Since the first round of the election reliable Press reports suggest the military commander of the Afghan Taliban has been sacked for failing to disrupt the vote. A new military commander has been selected known for his very close ties to the ISI. The Pakistani generals want their proxy to perform better and they can be very brutal with their ally when it fails to achieve.
The self-proclaimed ‘Commander of the Faithful’ who runs the Afghan Taliban, Mullah Omar, is a shadowy recluse who is never seen in public and very rarely even by his own supporters.
Omar was trained by the ISI in its camps along the Durand Line in the 1980s during the war with the Soviets. He lost an eye in battle with the Russians and was hospitalised in Pakistan.
In the 1990s, Pakistan sent thousands of advisors and experts to help his Taliban army conquer the country. Without ISI help the Taliban would never have seized most of Afghanistan.
The ISI arranged Mullah Omar’s first meeting with Osama bin Laden in 1998 and midwifed the alliance between the Taliban and al Qaeda.
After the fall of Kabul and Kandahar in 2001, Mullah Omar fled to Quetta. There he masterminded the return of the Afghan Taliban.
His critical partner was General Ashfaq Parvez Kayani, first as director general of the ISI and then as chief of army staff. Kayani played the key role of providing the Afghan Taliban safe havens in Pakistan, training facilities, weapons and help in fund raising in Pakistan and the Gulf states.
Kayani also oversaw the Taliban’s strategy for wearing down Nato’s will to fight, with guerrilla war in the rural areas and spectacular terror attacks in Kabul on foreign embassies and hotels.
Omar has stayed in hiding for a decade now. He is probably in an ISI safe house where his Pakistani minders can control his actions and access to him. Al Qaeda leaders still formally acknowledge him as the commander of the faithful but they also say he now lives in the “land of the dirty”, a clever play on words since Pakistan is the “land of the pure”.
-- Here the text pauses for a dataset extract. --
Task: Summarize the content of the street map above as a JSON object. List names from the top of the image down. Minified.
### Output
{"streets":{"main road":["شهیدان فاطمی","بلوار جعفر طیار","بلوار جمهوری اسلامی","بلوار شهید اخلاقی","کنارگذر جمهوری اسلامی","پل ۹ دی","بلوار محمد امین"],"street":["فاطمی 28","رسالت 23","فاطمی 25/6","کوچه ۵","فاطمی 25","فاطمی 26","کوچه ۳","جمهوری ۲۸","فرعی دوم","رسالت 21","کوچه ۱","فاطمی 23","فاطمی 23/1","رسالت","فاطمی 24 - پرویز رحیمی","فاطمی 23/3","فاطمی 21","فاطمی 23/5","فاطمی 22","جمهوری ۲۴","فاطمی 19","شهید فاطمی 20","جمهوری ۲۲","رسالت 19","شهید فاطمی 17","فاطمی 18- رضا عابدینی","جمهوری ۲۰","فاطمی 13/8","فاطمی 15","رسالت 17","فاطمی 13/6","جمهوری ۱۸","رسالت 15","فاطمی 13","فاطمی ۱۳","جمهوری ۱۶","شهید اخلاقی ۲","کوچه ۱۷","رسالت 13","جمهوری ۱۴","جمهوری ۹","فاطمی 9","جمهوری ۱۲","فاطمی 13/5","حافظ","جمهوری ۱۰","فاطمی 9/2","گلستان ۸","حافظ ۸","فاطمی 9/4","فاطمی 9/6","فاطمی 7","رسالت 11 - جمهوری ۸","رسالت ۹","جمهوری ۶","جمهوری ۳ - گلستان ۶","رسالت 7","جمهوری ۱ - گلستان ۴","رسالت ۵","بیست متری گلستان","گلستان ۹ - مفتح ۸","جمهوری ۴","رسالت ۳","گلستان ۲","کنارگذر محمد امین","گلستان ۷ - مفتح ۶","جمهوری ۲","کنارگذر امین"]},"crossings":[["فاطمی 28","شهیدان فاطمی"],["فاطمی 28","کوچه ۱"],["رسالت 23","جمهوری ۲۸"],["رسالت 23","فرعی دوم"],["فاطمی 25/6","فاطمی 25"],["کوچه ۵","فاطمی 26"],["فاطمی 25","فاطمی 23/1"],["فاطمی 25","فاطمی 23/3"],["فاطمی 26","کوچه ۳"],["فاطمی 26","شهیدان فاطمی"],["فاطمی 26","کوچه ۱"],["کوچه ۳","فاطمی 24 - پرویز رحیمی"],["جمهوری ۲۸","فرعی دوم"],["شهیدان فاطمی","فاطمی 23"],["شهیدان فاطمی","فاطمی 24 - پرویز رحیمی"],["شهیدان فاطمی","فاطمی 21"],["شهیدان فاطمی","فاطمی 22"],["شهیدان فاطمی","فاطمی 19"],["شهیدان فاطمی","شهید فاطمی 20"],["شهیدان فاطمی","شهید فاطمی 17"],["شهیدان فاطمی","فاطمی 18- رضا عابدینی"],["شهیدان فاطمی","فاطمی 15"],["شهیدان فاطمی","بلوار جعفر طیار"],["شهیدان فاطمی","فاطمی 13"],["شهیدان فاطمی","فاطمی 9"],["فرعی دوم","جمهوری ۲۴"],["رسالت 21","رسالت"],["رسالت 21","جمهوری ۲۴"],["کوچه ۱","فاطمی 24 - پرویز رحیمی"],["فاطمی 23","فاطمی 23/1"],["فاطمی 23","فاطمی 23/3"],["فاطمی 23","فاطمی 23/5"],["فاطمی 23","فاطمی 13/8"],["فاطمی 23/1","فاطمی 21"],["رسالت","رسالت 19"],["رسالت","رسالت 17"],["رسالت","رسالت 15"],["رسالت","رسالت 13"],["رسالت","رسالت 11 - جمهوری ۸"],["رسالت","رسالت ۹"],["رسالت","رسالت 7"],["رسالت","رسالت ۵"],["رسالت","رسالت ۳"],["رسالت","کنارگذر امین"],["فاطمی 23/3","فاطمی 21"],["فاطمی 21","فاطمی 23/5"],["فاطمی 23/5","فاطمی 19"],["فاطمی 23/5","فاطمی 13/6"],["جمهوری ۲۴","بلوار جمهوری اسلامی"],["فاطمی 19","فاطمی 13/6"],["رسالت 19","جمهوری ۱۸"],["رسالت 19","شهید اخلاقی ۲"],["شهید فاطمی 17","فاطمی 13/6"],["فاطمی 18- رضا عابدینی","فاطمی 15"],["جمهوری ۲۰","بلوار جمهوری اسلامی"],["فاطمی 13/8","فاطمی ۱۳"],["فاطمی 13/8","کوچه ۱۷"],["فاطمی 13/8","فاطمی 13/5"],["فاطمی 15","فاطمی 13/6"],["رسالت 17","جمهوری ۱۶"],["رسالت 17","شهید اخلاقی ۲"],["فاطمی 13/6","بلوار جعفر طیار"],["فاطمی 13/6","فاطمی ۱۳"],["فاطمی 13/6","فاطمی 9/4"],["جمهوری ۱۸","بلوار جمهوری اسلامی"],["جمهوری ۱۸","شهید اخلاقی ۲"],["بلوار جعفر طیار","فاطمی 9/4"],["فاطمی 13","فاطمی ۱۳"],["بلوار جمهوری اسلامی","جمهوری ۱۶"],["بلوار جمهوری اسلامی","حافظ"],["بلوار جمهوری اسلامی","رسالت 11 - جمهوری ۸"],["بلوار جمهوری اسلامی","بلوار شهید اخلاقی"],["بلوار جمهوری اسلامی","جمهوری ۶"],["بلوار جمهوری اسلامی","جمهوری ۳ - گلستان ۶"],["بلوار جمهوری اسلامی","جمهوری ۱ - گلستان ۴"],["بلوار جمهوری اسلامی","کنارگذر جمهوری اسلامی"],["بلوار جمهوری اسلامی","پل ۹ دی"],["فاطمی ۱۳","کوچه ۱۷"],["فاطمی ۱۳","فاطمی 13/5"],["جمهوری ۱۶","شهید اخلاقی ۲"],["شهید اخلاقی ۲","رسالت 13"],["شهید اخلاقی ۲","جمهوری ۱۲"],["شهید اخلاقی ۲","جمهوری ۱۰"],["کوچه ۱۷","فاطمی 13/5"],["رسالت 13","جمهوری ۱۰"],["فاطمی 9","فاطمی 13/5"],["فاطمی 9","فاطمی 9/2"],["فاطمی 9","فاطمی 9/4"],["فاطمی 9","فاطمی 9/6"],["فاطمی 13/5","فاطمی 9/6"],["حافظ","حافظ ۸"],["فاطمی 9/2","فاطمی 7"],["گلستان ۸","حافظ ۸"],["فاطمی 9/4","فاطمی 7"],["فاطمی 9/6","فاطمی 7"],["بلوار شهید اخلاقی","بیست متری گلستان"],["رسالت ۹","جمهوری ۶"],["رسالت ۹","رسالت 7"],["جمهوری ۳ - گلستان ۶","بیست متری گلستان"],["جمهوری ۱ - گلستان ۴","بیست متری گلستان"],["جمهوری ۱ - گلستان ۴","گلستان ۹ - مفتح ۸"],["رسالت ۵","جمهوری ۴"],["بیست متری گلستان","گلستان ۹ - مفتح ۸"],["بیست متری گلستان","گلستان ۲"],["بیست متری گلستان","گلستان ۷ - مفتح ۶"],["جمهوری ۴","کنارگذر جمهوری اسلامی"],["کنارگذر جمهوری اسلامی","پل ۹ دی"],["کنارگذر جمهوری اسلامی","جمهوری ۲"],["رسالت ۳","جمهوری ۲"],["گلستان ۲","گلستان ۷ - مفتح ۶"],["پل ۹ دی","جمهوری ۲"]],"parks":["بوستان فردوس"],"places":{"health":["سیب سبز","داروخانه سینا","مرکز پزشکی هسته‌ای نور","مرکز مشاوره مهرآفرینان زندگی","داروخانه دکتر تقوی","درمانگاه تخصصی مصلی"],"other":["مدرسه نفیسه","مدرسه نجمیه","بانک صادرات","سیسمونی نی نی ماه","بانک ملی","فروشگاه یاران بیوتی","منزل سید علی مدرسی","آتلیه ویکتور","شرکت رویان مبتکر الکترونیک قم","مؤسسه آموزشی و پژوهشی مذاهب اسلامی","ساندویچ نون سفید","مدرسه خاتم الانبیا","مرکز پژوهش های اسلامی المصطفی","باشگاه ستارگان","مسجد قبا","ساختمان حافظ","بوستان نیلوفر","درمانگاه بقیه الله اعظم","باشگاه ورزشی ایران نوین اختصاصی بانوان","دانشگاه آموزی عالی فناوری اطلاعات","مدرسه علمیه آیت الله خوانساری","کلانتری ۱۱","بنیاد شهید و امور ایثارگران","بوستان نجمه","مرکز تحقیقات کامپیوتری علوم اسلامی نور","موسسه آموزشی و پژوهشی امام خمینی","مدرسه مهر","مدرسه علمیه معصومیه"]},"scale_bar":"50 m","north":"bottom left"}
Look for a major ISI-backed Taliban offensive in 2015, if not earlier, to defeat the Afghan army, at least in the Pashtun south and east. Al Qaeda, Lashkar-e-Taiba and other jihadists will join the effort.
The generals have been waiting for years to reduce Afghanistan to their sphere of influence. This is their best chance while Abdullah is still consolidating his grip.
India backed the losing side in 1989. Indira and Rajiv Gandhi stuck with Moscow and its communist warlord Najibullah until the bitter end. In 1992 India’s Afghan policy collapsed. Najibullah missed his escape flight to New Delhi and the Taliban killed him in 1996.
Today’s India is a much stronger State with the resources and capabilities to do much more than a quarter century ago. Narendra Modi inherits strong ties to the post-9/11 Afghan government.
India also has very different relations with America today than 25 years ago, their partnership should be a key part of meeting the challenge of the deep state in Kabul. India will face many foreign policy challenges ahead but the Pakistani proxy war in Afghanistan will be one of the most immediate and difficult.
Bruce Riedel is director, Brookings Institution Intelligence Project. The views expressed by the author are personal.